The anonymity associated with making a purchase through an entity is a major draw for celebrities, professional athletes and other public figures. Jennifer Aniston realized the importance of privacy when she purchased a penthouse several years ago under “Norman’s Nest Trust.” “Norman” was the name of her beloved dog that had recently passed.

Depending on the terms of the trust, information regarding the beneficial ownership of the property could remain limited during the beneficial owner’s lifetime and, if the trust provides that the assets bypass probate, also after their death.

By taking title to property in a LLC, an individual can shield other personal assets from certain liabilities. If not structured properly, however, in Tennessee there could be adverse tax consequences to taking title to real property in a LLC.

Purchasing adequate insurance to minimize liability exposure is a step that should not be overlooked. Adequate insurance will be sufficient to cover most claims. Insurance, however, does not cover every potential claimant, which is why a LLC is appealing for those who wish to put a “backstop” in place to further minimize the risk of liability.

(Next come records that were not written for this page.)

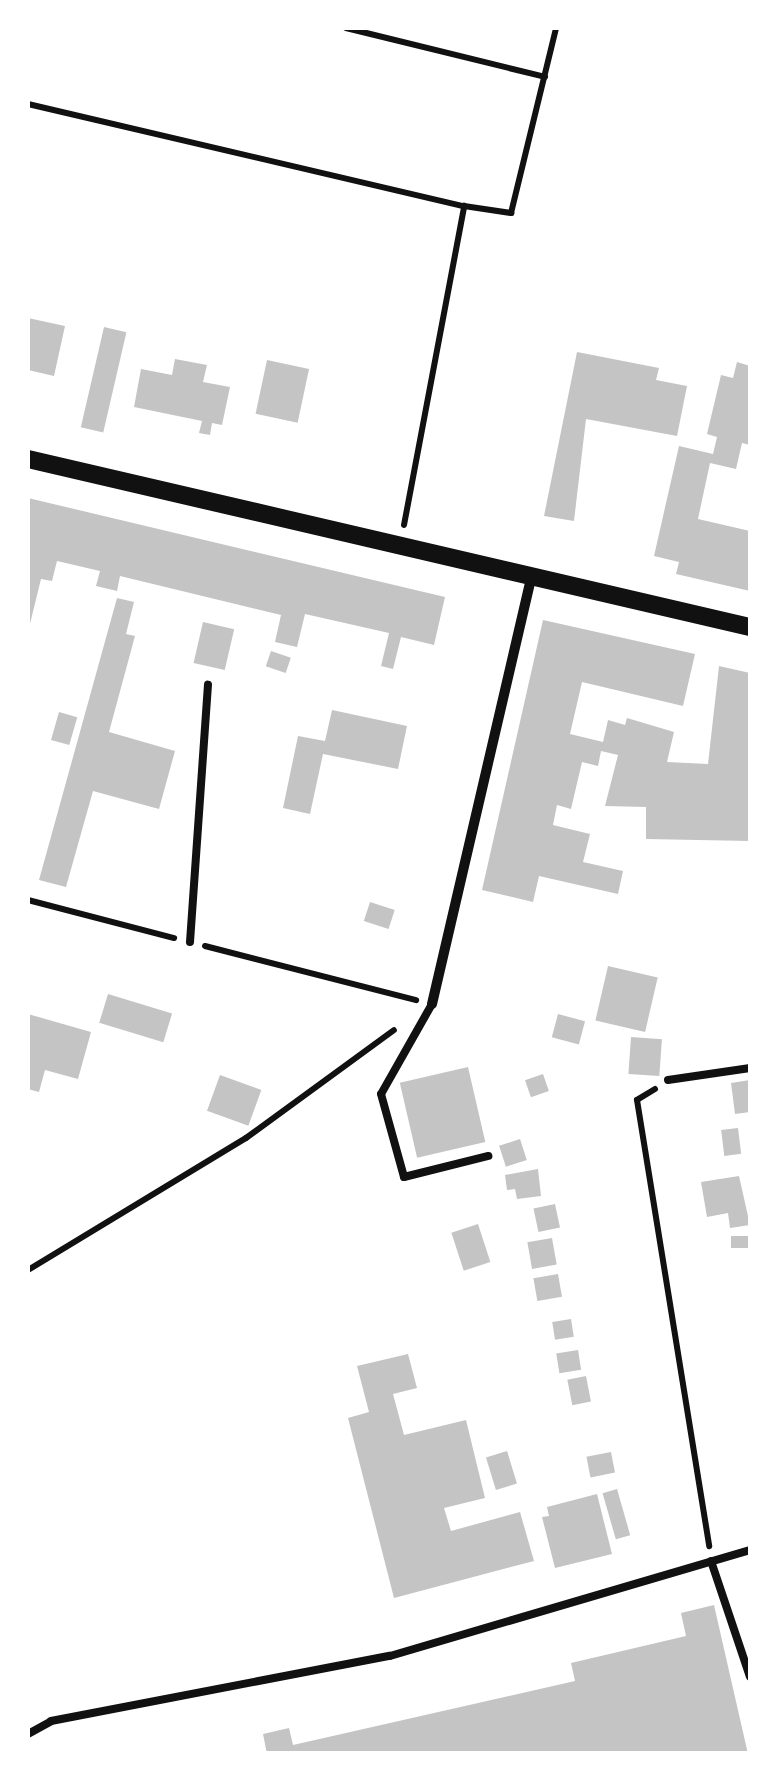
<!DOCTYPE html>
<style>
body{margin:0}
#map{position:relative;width:778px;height:1781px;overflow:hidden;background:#fff;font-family:"Golos Text",sans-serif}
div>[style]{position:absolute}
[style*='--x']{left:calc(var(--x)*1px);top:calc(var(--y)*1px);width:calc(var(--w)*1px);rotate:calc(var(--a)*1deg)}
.building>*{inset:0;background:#c4c4c4;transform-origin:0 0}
.path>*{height:6px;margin:-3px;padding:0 3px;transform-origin:3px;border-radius:3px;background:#111}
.service>*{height:8px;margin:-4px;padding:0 4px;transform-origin:4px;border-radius:4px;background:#111}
.minor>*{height:10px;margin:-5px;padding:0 5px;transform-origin:5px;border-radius:5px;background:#111}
.tertiary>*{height:18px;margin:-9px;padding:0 9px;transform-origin:9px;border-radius:9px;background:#111}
span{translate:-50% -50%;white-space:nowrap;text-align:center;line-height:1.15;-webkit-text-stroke:9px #fff;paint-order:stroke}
.frame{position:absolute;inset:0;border:30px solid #fff;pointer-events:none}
</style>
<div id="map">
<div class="building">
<div style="clip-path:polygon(28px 318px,65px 326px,54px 376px,28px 370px)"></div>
<div style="left:104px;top:327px;width:23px;height:103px;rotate:13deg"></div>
<div style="clip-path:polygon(577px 352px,659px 368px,656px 380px,687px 386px,677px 436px,586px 419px,574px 521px,544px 516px)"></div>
<div style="clip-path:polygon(175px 359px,207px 365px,203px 382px,230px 387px,222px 425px,212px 423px,210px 435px,199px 433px,202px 421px,134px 407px,141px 369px,172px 375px)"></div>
<div style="left:267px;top:360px;width:43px;height:55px;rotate:12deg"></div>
<div style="clip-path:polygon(737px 362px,750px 366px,750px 445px,742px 443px,736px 469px,710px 463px,698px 519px,750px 531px,750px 591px,676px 574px,679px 562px,654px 556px,679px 446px,713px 454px,717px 437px,707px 434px,721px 375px,733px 378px)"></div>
<div style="clip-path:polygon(28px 498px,445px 597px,434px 645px,401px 637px,393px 669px,381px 666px,389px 633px,305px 614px,297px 647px,275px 642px,281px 615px,120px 576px,117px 591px,96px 586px,100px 571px,57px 561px,52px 581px,41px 579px,28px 632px)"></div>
<div style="clip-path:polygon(117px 598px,134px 602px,126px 634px,135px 636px,109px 732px,175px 751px,159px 809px,93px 791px,66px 887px,39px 880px)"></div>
<div style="clip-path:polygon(543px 620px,695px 654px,683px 706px,582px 682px,570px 734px,603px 742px,608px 720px,625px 725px,627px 718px,674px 732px,667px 762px,708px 764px,719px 666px,750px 673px,750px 841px,646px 839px,646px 807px,605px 806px,618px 755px,601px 751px,598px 766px,582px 762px,571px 809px,557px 805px,553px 825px,590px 834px,583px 862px,623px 871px,618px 894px,539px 876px,533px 902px,482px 890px)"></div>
<div style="left:203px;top:622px;width:32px;height:42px;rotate:13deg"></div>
<div style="left:271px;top:651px;width:21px;height:16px;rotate:19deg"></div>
<div style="clip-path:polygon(332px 710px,407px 726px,398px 769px,323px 754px,310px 814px,283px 808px,298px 736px,325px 741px)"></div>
<div style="left:59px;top:712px;width:19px;height:29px;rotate:16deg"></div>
<div style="left:370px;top:902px;width:26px;height:20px;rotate:18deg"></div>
<div style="left:608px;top:966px;width:51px;height:56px;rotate:13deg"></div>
<div style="left:108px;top:994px;width:67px;height:30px;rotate:17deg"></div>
<div style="clip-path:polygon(28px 1014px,91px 1032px,78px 1079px,45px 1070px,39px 1092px,28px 1089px)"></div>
<div style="left:558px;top:1014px;width:28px;height:24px;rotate:15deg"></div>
<div style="left:631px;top:1037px;width:31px;height:37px;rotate:4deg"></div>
<div style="left:468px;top:1067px;width:77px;height:70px;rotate:77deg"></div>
<div style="left:543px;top:1074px;width:18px;height:19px;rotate:71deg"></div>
<div style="left:220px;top:1075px;width:44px;height:38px;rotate:20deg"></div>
<div style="clip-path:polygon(750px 1080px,750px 1112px,735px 1114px,731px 1083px)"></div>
<div style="left:738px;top:1128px;width:26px;height:17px;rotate:83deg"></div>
<div style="left:520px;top:1139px;width:22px;height:22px;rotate:72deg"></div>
<div style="clip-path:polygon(538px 1169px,541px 1196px,517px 1199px,515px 1189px,507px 1190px,505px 1175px)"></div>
<div style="clip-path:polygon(739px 1176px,750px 1225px,730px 1228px,728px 1213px,707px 1217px,701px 1182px)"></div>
<div style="left:555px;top:1204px;width:24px;height:22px;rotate:78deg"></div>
<div style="left:478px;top:1224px;width:40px;height:28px;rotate:72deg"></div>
<div style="left:750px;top:1236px;width:12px;height:19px;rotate:90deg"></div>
<div style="left:552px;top:1238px;width:27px;height:25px;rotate:80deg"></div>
<div style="left:558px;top:1274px;width:23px;height:25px;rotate:80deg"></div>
<div style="left:571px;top:1319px;width:18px;height:19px;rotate:81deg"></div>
<div style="left:578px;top:1350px;width:20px;height:22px;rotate:81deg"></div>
<div style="clip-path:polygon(408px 1354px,417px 1388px,393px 1394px,404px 1435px,466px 1420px,485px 1498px,444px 1508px,451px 1531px,520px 1512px,534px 1561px,394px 1598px,348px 1418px,369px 1412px,357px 1366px)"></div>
<div style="left:586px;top:1376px;width:26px;height:19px;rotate:79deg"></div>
<div style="left:507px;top:1451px;width:34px;height:22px;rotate:73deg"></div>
<div style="left:611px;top:1452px;width:21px;height:25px;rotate:79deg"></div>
<div style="left:617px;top:1489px;width:48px;height:15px;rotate:74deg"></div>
<div style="clip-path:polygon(597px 1494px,612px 1554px,555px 1568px,542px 1517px,549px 1516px,547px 1507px)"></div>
<div style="clip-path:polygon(714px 1605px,748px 1754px,267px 1754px,263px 1734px,289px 1728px,293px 1745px,575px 1681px,571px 1663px,686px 1636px,681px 1613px)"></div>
</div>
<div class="path">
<div style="--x:346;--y:28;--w:205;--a:13.8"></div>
<div style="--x:28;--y:104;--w:448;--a:13.2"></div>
<div style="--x:404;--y:525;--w:325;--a:-79.3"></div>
<div style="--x:464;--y:206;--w:48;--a:8.5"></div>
<div style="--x:511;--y:213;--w:190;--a:-76.3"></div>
<div style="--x:28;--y:900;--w:151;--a:14.6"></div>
<div style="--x:205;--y:946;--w:218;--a:14.4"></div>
<div style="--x:655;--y:1089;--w:21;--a:149"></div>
<div style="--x:637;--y:1100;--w:452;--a:80.8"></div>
<div style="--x:28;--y:1270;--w:255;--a:-31.2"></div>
<div style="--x:246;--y:1138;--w:183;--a:-36.1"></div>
</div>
<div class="service">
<div style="--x:190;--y:942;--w:258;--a:-86"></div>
<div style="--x:432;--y:1004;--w:103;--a:119.5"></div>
<div style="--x:381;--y:1094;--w:86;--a:74.5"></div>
<div style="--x:404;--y:1177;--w:87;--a:-14"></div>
<div style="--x:668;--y:1080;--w:83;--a:-8.3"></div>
<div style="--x:711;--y:1561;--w:122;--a:71.4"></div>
<div style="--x:28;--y:1734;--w:26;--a:-29"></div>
<div style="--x:51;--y:1721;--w:345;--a:-10.9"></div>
<div style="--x:390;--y:1656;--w:375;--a:-16.4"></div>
</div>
<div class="minor">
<div style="--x:432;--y:1004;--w:442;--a:-76.9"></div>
</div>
<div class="tertiary">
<div style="--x:28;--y:459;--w:741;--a:13.1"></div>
</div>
<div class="frame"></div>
</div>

Establishing a LLC or trust for the purchase of real property may subject you to certain taxes and administrative costs. If bank financing is involved there may be certain restrictions or guidelines which must be strictly followed.

Utilizing a trust or LLC to hold title to real property can, if structured property, preserve privacy and protect assets. When determining whether a LLC or trust is right for your situation, however, it is important to fully understand the tax and administrative consequences of establishing such an entity.